What is expected => Read through the listing below and copy each line in which the word "white" occurs.

Entries supplied =>
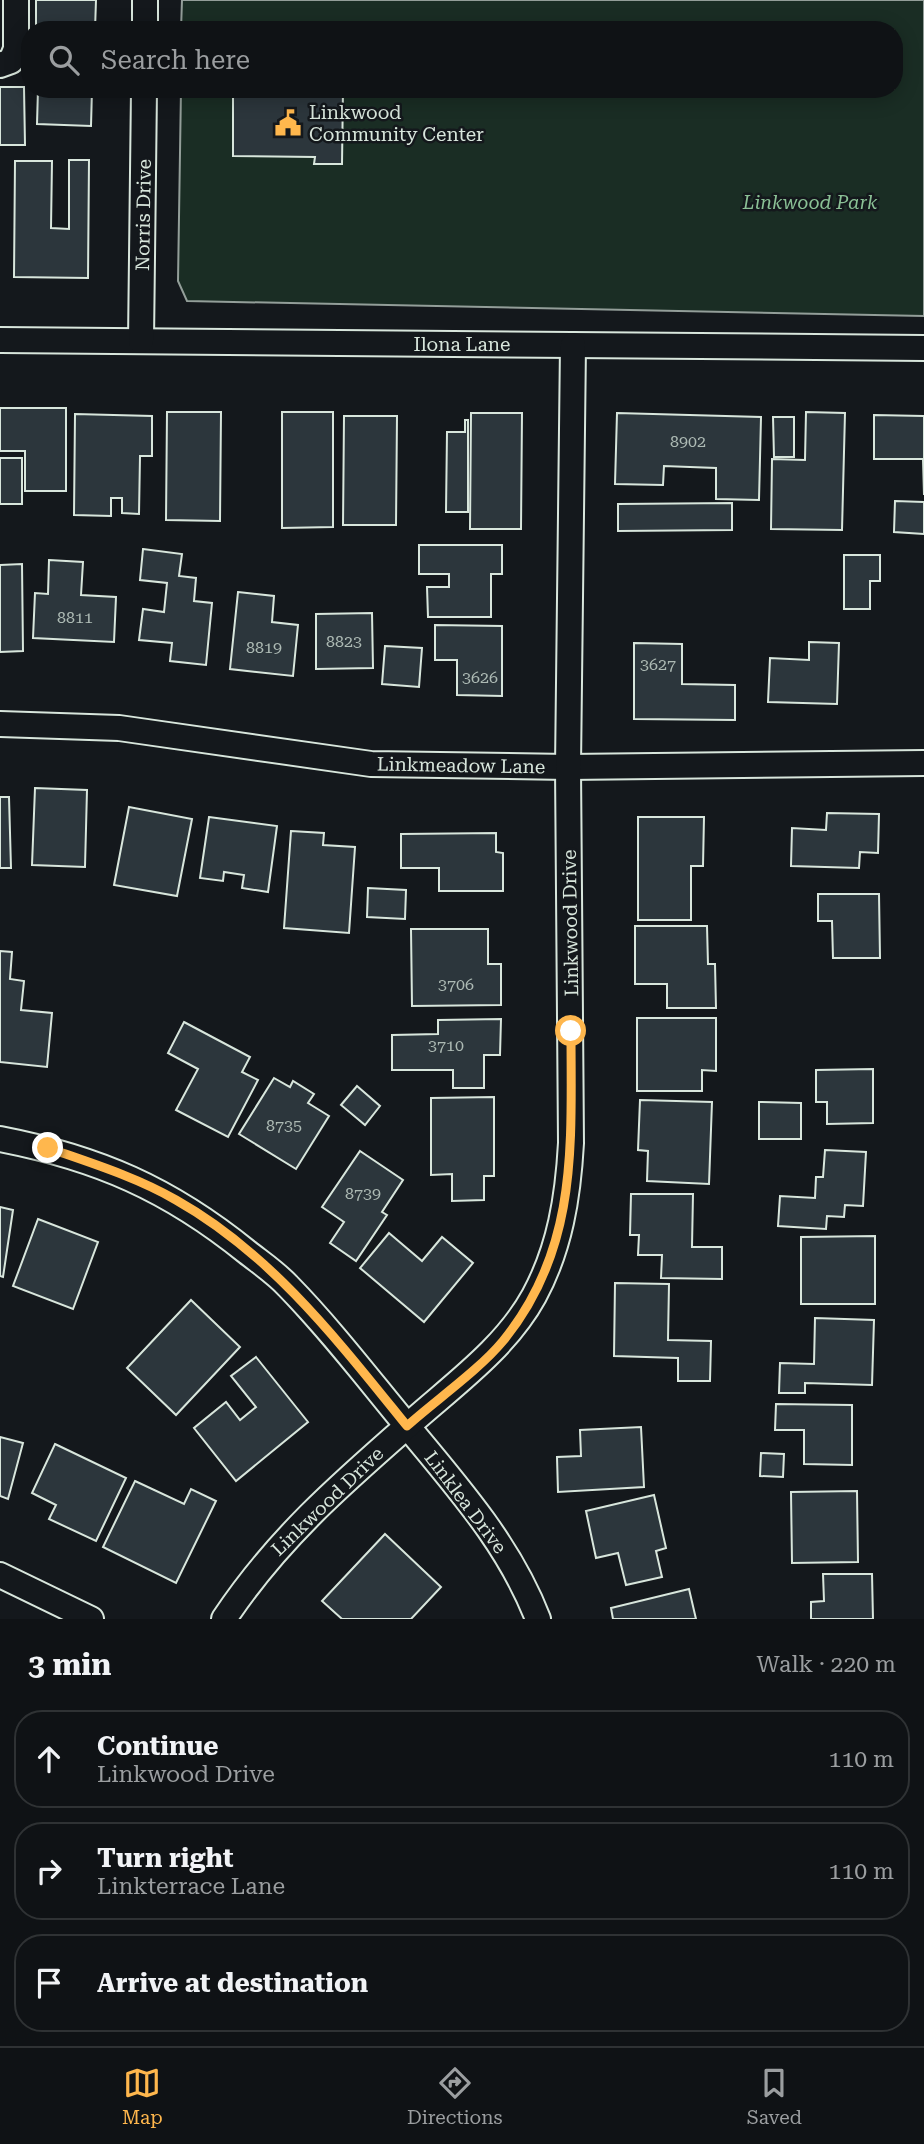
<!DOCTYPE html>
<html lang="en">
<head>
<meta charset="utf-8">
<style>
	:root { --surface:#0f1215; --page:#1d2022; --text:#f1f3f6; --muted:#9b9ea0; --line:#2f3234; --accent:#ffb74d }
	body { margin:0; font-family:"Roboto Serif",serif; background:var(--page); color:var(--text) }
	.stop { position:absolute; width:21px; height:21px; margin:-16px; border:5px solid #ffb74d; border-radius:50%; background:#fff }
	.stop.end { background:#ffb74d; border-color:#fff; box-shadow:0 2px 7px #0008 }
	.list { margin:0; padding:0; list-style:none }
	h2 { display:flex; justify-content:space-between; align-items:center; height:91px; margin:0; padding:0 28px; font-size:30px }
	h2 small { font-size:23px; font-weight:400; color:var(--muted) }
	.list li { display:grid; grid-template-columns:46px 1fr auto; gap:21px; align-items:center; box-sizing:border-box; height:98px; margin:0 14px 14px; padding:0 14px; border:2px solid var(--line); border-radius:28px }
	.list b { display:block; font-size:26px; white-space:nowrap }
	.list p { margin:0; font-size:23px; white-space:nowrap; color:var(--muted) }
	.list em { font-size:23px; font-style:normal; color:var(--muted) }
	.icon { flex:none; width:38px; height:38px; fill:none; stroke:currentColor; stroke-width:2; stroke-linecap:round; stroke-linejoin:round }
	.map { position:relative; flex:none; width:924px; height:1619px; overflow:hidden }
	.search { position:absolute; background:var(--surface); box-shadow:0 4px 18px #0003; left:21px; right:21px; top:21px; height:77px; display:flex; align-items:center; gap:18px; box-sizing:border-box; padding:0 24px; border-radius:28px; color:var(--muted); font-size:26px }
	.sheet { height:427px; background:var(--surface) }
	nav { display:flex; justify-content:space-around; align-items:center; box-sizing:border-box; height:98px; border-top:2px solid var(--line); background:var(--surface); font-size:19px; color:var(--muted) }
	nav a { display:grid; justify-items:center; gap:4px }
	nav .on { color:var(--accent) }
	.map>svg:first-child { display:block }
	.green { fill:#1a2d24; stroke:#939e99; stroke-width:2 }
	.building { fill:#2c363c; stroke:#d8e6dc; stroke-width:2 }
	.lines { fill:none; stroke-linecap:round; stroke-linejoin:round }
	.street-casing { stroke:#d8e6dc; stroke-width:28 }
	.street { stroke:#14181c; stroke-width:24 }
	.route { stroke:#ffb74d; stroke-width:9 }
	.labels { text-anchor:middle; stroke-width:5; stroke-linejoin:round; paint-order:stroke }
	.number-label { font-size:16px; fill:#adbab4 }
	.poi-label { font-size:19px; fill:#d8e6dc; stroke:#14181c; text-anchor:start }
	.park-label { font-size:19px; font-style:italic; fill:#8ac095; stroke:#14181c }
	.street-label { font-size:19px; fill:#d8e6dc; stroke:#14181c }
</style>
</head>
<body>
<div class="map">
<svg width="924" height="1619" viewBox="0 0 924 1619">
	<rect width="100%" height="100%" fill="#14181c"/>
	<polygon class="green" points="182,0 924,0 924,316 187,301 178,281 181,89 894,89 894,30 181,30"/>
	<g class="building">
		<polygon points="36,0 96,0 95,30 36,30"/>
		<polygon points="0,87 24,87 25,145 0,145"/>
		<polygon points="38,89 92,89 91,126 37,124"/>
		<polygon points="233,89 343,89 342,164 314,164 315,157 233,156"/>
		<polygon points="69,160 89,160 88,278 14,277 15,161 52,161 51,228 69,229"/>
		<polygon points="0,408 66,408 66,491 25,491 25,451 0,451"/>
		<polygon points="167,412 221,412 220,521 166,520"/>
		<polygon points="282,412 333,412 333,527 282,528"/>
		<polygon points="806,412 845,413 842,530 771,529 772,459 805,460"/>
		<polygon points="471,413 522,413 521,529 470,529"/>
		<polygon points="617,413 761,417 759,500 716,499 716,468 664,466 663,485 615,484"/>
		<polygon points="75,414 152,416 152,456 140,456 139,514 122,513 122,498 111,498 111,516 74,515"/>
		<polygon points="874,415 924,416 924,495 923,459 874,459"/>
		<polygon points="344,416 397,416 396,525 343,525"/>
		<polygon points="773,417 794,417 794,457 774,457"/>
		<polygon points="465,420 468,420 468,512 446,512 447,432 465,432"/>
		<rect x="0" y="458" width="22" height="46"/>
		<polygon points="895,501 924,502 924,534 894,532"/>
		<polygon points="732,503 732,530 618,531 618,504"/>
		<polygon points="419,545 502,545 502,574 491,574 491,617 428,617 427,587 449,587 449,574 419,574"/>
		<polygon points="143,549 182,554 179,576 196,578 194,601 212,603 206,665 170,661 172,643 139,640 143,609 164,612 167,583 140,580"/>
		<polygon points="844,555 880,555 880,581 870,581 870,609 844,609"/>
		<polygon points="49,560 83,562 81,595 116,597 114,642 33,638 35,593 48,594"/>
		<polygon points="22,564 23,651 0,652 0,565"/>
		<polygon points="238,592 274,596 272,622 298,625 293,676 230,669"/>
		<polygon points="372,613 373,668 316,669 316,614"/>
		<polygon points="435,625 502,626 502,696 457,695 457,660 435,660"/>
		<polygon points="809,642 839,643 837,704 768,702 770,658 809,660"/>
		<polygon points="634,643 682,644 682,684 735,685 735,720 634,719"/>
		<polygon points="385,646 422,648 419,687 382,684"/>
		<polygon points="35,788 87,790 85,867 32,865"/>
		<polygon points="0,797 9,797 11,868 0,868"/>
		<polygon points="129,807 192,819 177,896 114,885"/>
		<polygon points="827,813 879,814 878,853 860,852 859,868 791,866 792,828 826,830"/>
		<polygon points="209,817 277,826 268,892 242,888 244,875 224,872 223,881 200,878"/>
		<polygon points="638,817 704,817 703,866 691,866 691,920 638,920"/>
		<polygon points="291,831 324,833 323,845 355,847 349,933 284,928"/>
		<polygon points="496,833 496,852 503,853 503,891 439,891 439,868 401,868 401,834"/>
		<polygon points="368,888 406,890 405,919 367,917"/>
		<polygon points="818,894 879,894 880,958 833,958 832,921 818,921"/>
		<polygon points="635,926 707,926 708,964 715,964 716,1008 667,1008 667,984 635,984"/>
		<polygon points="411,929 488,929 488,964 501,964 501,1005 412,1006"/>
		<polygon points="0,951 12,952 10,979 24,981 21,1010 52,1013 47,1067 0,1062"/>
		<polygon points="637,1018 716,1018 716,1071 702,1070 702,1091 637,1091"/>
		<polygon points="501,1019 500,1055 484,1055 484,1088 453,1088 453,1070 392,1070 392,1035 438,1034 438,1020"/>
		<polygon points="184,1022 250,1057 242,1072 258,1080 228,1137 176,1110 198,1069 168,1053"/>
		<polygon points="873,1069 873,1123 827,1124 827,1102 816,1102 816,1070"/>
		<polygon points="274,1078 290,1087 293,1081 314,1094 308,1103 329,1116 296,1169 239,1134"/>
		<polygon points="357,1086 380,1106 365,1125 341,1105"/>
		<polygon points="494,1097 494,1176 484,1176 484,1200 452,1201 452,1174 431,1175 431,1098"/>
		<polygon points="640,1100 712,1102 709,1184 647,1181 648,1151 638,1150"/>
		<polygon points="759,1102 801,1103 801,1139 759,1139"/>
		<polygon points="825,1150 866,1152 863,1206 845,1205 844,1217 827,1216 826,1229 778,1226 780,1196 815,1198 816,1177 823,1177"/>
		<polygon points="360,1151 403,1180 382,1212 387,1215 356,1261 330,1243 344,1222 322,1207"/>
		<polygon points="631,1194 693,1194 692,1247 722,1247 722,1279 661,1278 662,1255 638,1255 639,1235 630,1235"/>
		<polygon points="0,1207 13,1210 3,1277 0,1276"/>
		<polygon points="38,1219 98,1242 73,1309 13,1286"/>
		<polygon points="389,1233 422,1261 442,1237 473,1263 424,1322 360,1268"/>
		<polygon points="875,1236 875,1304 801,1304 801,1237"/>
		<polygon points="615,1283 669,1284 668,1340 711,1341 710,1381 678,1381 678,1358 614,1356"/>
		<polygon points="191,1300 240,1347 176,1415 127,1368"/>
		<polygon points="815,1318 874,1320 872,1385 805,1383 805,1393 779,1393 780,1363 814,1364"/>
		<polygon points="256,1357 308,1422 236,1481 194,1428 226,1402 240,1420 256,1407 231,1376"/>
		<polygon points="776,1404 852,1405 852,1465 804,1464 804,1430 775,1430"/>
		<polygon points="641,1427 644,1487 558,1492 557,1457 581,1456 580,1430"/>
		<polygon points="0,1437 23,1443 8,1499 0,1496"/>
		<polygon points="55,1444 126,1478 96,1541 49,1519 56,1505 32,1493"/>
		<polygon points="761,1453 784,1454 783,1477 760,1476"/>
		<polygon points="135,1481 184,1504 191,1489 216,1501 176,1583 103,1547"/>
		<polygon points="857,1491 858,1562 792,1563 791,1492"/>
		<polygon points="654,1495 666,1548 656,1551 662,1577 626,1585 618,1553 596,1558 586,1511"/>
		<polygon points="385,1534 441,1587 411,1619 342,1619 322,1601"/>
		<polygon points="823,1574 872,1574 873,1619 811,1619 811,1602 824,1601"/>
		<polygon points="689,1589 696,1619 613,1619 611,1608"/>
	</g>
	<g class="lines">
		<g class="street-casing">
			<g id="street">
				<polyline points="145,30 145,0"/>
				<polyline points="0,65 11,61 16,49 16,0"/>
				<polyline points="0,340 924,348"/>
				<polyline points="141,341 144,89"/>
				<polyline points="0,724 119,728 371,764 568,767 924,763"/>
				<path d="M0 1139C98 1158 169 1189 247 1252 261 1263 276 1273 288 1286 331 1330 369 1380 408 1427 458 1488 509 1544 538 1619"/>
				<polyline points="0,1575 91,1619"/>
				<path d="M224 1619C277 1539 342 1483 413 1421 456 1383 506 1347 534 1296 560 1248 568 1197 571 1143L568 767 573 345"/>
			</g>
		</g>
		<use href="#street" class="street"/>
	</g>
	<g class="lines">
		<path class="route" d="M48 1148C91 1163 136 1177 176 1200 272 1254 339 1342 407 1426 436 1400 479 1370 503 1341 579 1248 571 1144 571 1031"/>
	</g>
	<defs>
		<g id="civic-bare" transform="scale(2.1)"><path d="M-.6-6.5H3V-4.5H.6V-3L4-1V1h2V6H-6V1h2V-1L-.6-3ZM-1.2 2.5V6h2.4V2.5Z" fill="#ffb74d" stroke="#14181c" stroke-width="2.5" paint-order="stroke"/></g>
	</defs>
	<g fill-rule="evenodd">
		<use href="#civic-bare" x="288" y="123"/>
	</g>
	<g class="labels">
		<g class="number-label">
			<text x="688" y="447">8902</text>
			<text x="75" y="623">8811</text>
			<text x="344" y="647">8823</text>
			<text x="264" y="653">8819</text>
			<text x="658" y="670">3627</text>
			<text x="480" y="683">3626</text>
			<text x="456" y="990">3706</text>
			<text x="446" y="1051">3710</text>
			<text x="284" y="1131">8735</text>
			<text x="363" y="1199">8739</text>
		</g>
		<g class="poi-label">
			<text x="309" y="119">Linkwood<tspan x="309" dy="22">Community Center</tspan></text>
		</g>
		<g class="park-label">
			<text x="810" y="209">Linkwood Park</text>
		</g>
		<g class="street-label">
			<text transform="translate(143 215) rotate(-89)" y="7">Norris Drive</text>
			<text x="462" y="351">Ilona Lane</text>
			<text transform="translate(461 765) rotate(1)" y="7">Linkmeadow Lane</text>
			<text transform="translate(570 923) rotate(-91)" y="7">Linkwood Drive</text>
			<text transform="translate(327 1501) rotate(-44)" y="7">Linkwood Drive</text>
			<text transform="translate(466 1502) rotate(53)" y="7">Linklea Drive</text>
		</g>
	</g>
</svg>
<div class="stop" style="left:571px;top:1031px"></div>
<div class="stop end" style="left:48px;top:1148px"></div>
<div class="search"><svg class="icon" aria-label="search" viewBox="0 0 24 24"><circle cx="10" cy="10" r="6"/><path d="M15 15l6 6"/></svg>Search here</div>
</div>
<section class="sheet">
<h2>3 min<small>Walk · 220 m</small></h2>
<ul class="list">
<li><svg class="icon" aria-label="ahead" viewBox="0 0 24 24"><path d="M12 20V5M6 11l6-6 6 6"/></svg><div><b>Continue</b><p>Linkwood Drive</p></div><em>110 m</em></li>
<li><svg class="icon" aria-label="right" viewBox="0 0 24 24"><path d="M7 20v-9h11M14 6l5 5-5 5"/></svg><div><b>Turn right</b><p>Linkterrace Lane</p></div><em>110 m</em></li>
<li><svg class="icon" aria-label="arrive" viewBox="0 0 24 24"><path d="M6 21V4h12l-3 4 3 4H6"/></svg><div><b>Arrive at destination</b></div></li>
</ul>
</section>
<nav>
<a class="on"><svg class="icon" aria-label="map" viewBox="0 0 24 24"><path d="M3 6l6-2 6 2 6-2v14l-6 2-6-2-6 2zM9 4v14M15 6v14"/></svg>Map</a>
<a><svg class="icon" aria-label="directions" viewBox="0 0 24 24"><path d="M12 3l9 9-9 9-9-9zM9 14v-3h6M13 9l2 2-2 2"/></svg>Directions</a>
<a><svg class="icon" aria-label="saved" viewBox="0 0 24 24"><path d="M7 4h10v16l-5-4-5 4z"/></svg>Saved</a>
</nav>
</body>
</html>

Task result =>
	.list b { display:block; font-size:26px; white-space:nowrap }
	.list p { margin:0; font-size:23px; white-space:nowrap; color:var(--muted) }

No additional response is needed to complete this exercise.